'''
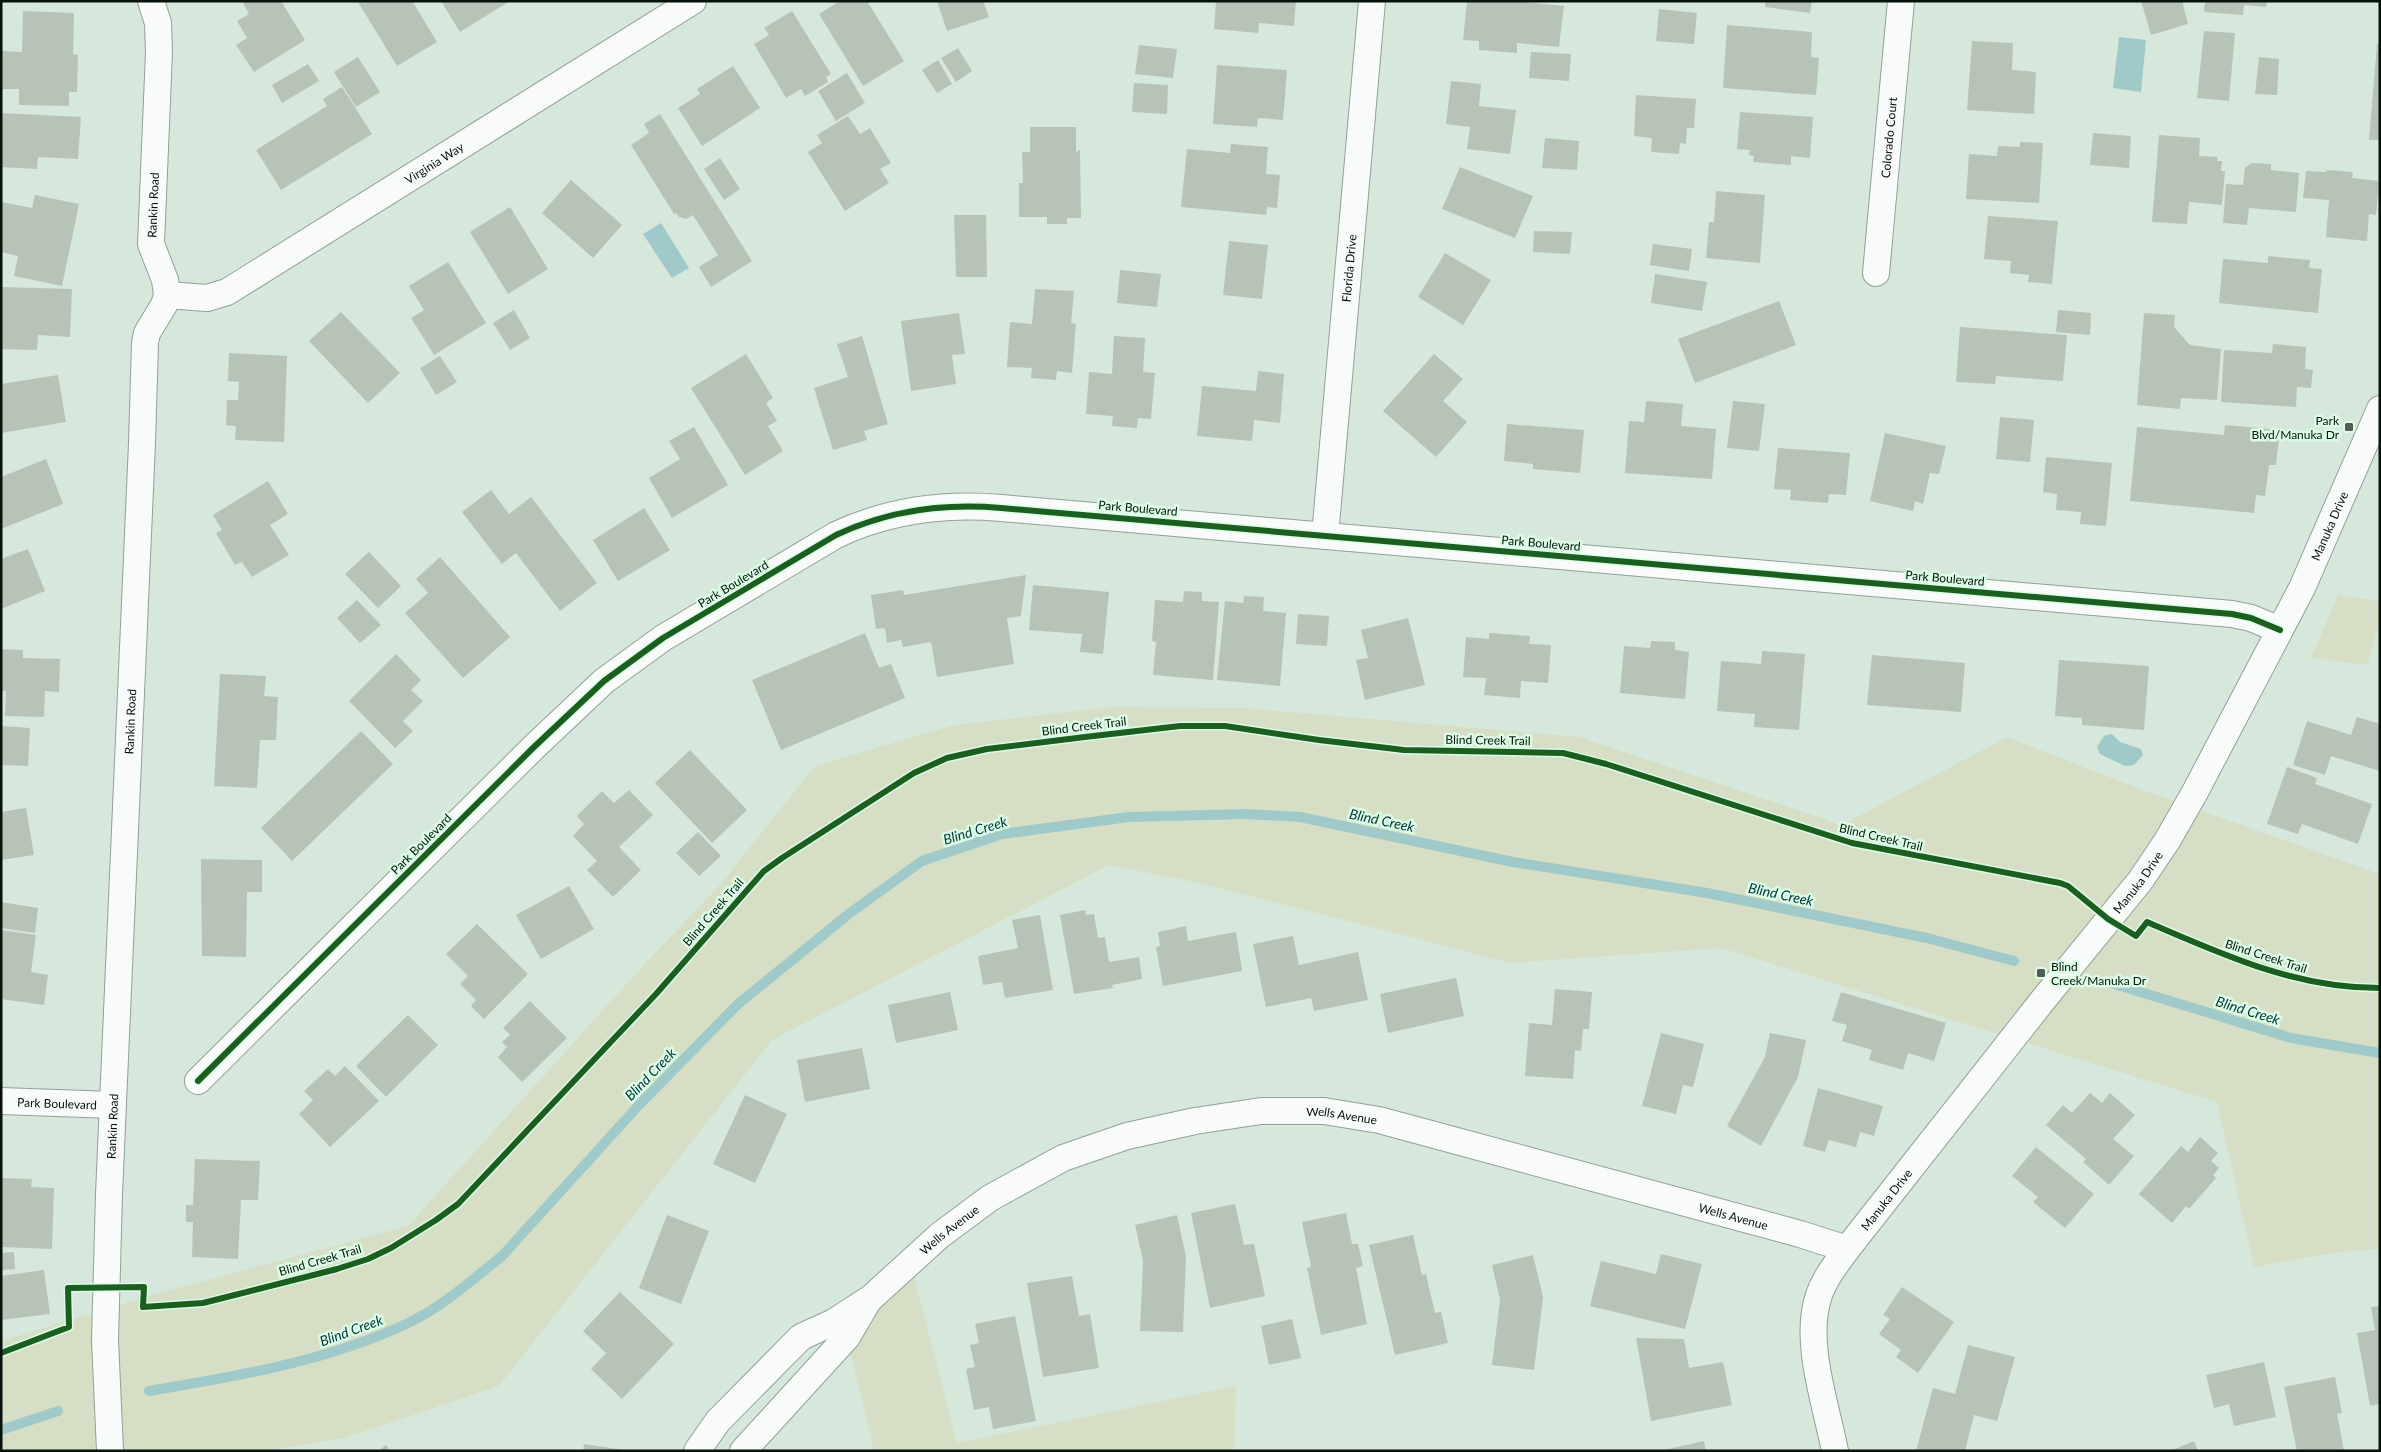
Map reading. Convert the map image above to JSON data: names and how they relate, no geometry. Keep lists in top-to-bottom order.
{
  "streets": {
    "street": [
      "Colorado Court",
      "Virginia Way",
      "Rankin Road",
      "Florida Drive",
      "Park Boulevard",
      "Manuka Drive",
      "Wells Avenue"
    ],
    "cycle path": ["Blind Creek Trail"]
  },
  "crossings": [
    ["Virginia Way", "Rankin Road"],
    ["Rankin Road", "Park Boulevard"],
    ["Florida Drive", "Park Boulevard"],
    ["Park Boulevard", "Manuka Drive"],
    ["Manuka Drive", "Wells Avenue"]
  ],
  "water": ["Blind Creek"],
  "places": {
    "transit": ["Park Blvd/Manuka Dr", "Blind Creek/Manuka Dr"]
  }
}
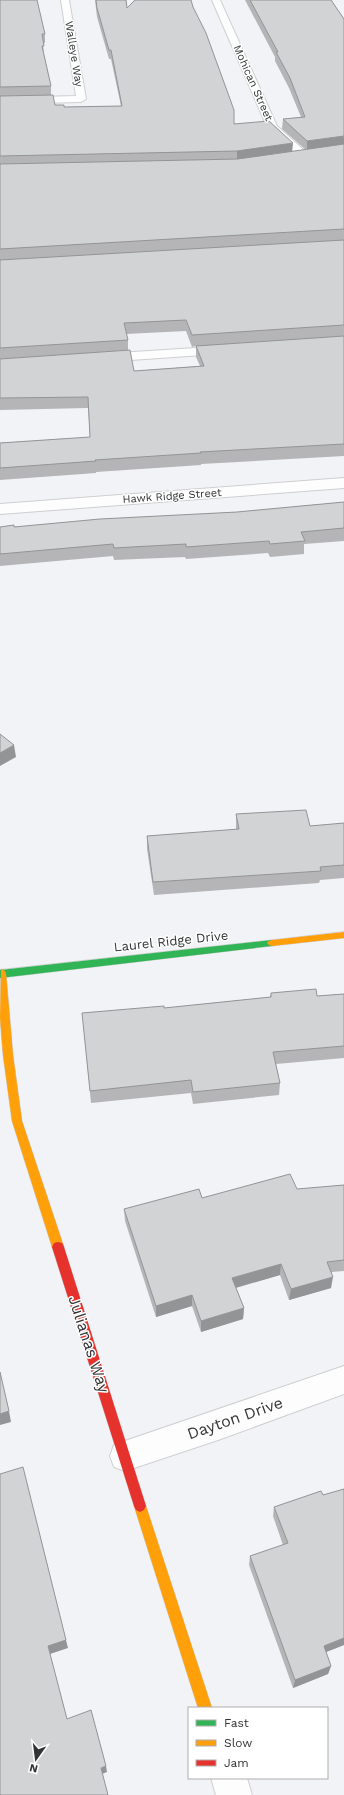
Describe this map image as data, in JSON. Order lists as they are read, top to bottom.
{
  "streets": {
    "street": [
      "Walleye Way",
      "Mohican Street",
      "Hawk Ridge Street",
      "Laurel Ridge Drive",
      "Julianas Way",
      "Dayton Drive"
    ]
  },
  "crossings": [
    ["Laurel Ridge Drive", "Julianas Way"],
    ["Julianas Way", "Dayton Drive"]
  ],
  "legend": ["Fast", "Slow", "Jam"],
  "north": "bottom"
}
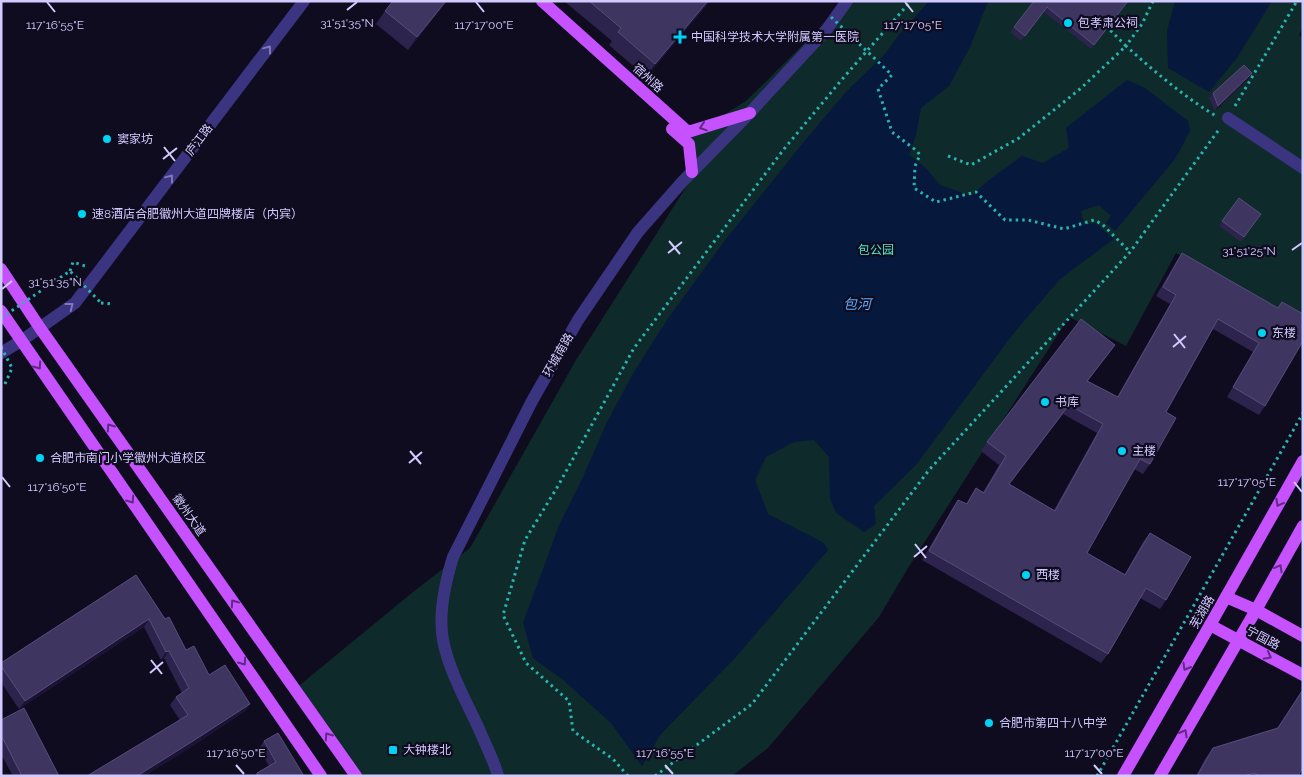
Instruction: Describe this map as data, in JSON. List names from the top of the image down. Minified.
{"streets":{"main road":["宿州路","徽州大道","芜湖路","宁国路"],"street":["庐江路","环城南路"]},"crossings":[["宿州路","环城南路"],["庐江路","徽州大道"],["芜湖路","宁国路"]],"one_way":["庐江路"],"water":["包河"],"parks":["包公园"],"places":{"other":["包孝肃公祠","窦家坊","速8酒店合肥徽州大道四牌楼店（内宾）","东楼","书库","主楼","合肥市南门小学徽州大道校区","西楼","合肥市第四十八中学"],"health":["中国科学技术大学附属第一医院"],"transit":["大钟楼北"]},"coordinates":["31°51'35\"N","117°16'55\"E","117°17'00\"E","117°17'05\"E","31°51'25\"N","117°16'50\"E"]}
'''
→ **PROMPT**: Return the material as it stands. Leave out the pictures.

→ **YOUR SOLUTION**:
Map reading. Convert the map image above to JSON data: names and how they relate, no geometry. Keep lists in top-to-bottom order.
{
  "streets": {
    "street": [
      "Colorado Court",
      "Virginia Way",
      "Rankin Road",
      "Florida Drive",
      "Park Boulevard",
      "Manuka Drive",
      "Wells Avenue"
    ],
    "cycle path": ["Blind Creek Trail"]
  },
  "crossings": [
    ["Virginia Way", "Rankin Road"],
    ["Rankin Road", "Park Boulevard"],
    ["Florida Drive", "Park Boulevard"],
    ["Park Boulevard", "Manuka Drive"],
    ["Manuka Drive", "Wells Avenue"]
  ],
  "water": ["Blind Creek"],
  "places": {
    "transit": ["Park Blvd/Manuka Dr", "Blind Creek/Manuka Dr"]
  }
}
Describe this map image as data, in JSON. Order lists as they are read, top to bottom.
{
  "streets": {
    "street": [
      "Walleye Way",
      "Mohican Street",
      "Hawk Ridge Street",
      "Laurel Ridge Drive",
      "Julianas Way",
      "Dayton Drive"
    ]
  },
  "crossings": [
    ["Laurel Ridge Drive", "Julianas Way"],
    ["Julianas Way", "Dayton Drive"]
  ],
  "legend": ["Fast", "Slow", "Jam"],
  "north": "bottom"
}
Instruction: Describe this map as data, in JSON. List names from the top of the image down. Minified.
{"streets":{"main road":["宿州路","徽州大道","芜湖路","宁国路"],"street":["庐江路","环城南路"]},"crossings":[["宿州路","环城南路"],["庐江路","徽州大道"],["芜湖路","宁国路"]],"one_way":["庐江路"],"water":["包河"],"parks":["包公园"],"places":{"other":["包孝肃公祠","窦家坊","速8酒店合肥徽州大道四牌楼店（内宾）","东楼","书库","主楼","合肥市南门小学徽州大道校区","西楼","合肥市第四十八中学"],"health":["中国科学技术大学附属第一医院"],"transit":["大钟楼北"]},"coordinates":["31°51'35\"N","117°16'55\"E","117°17'00\"E","117°17'05\"E","31°51'25\"N","117°16'50\"E"]}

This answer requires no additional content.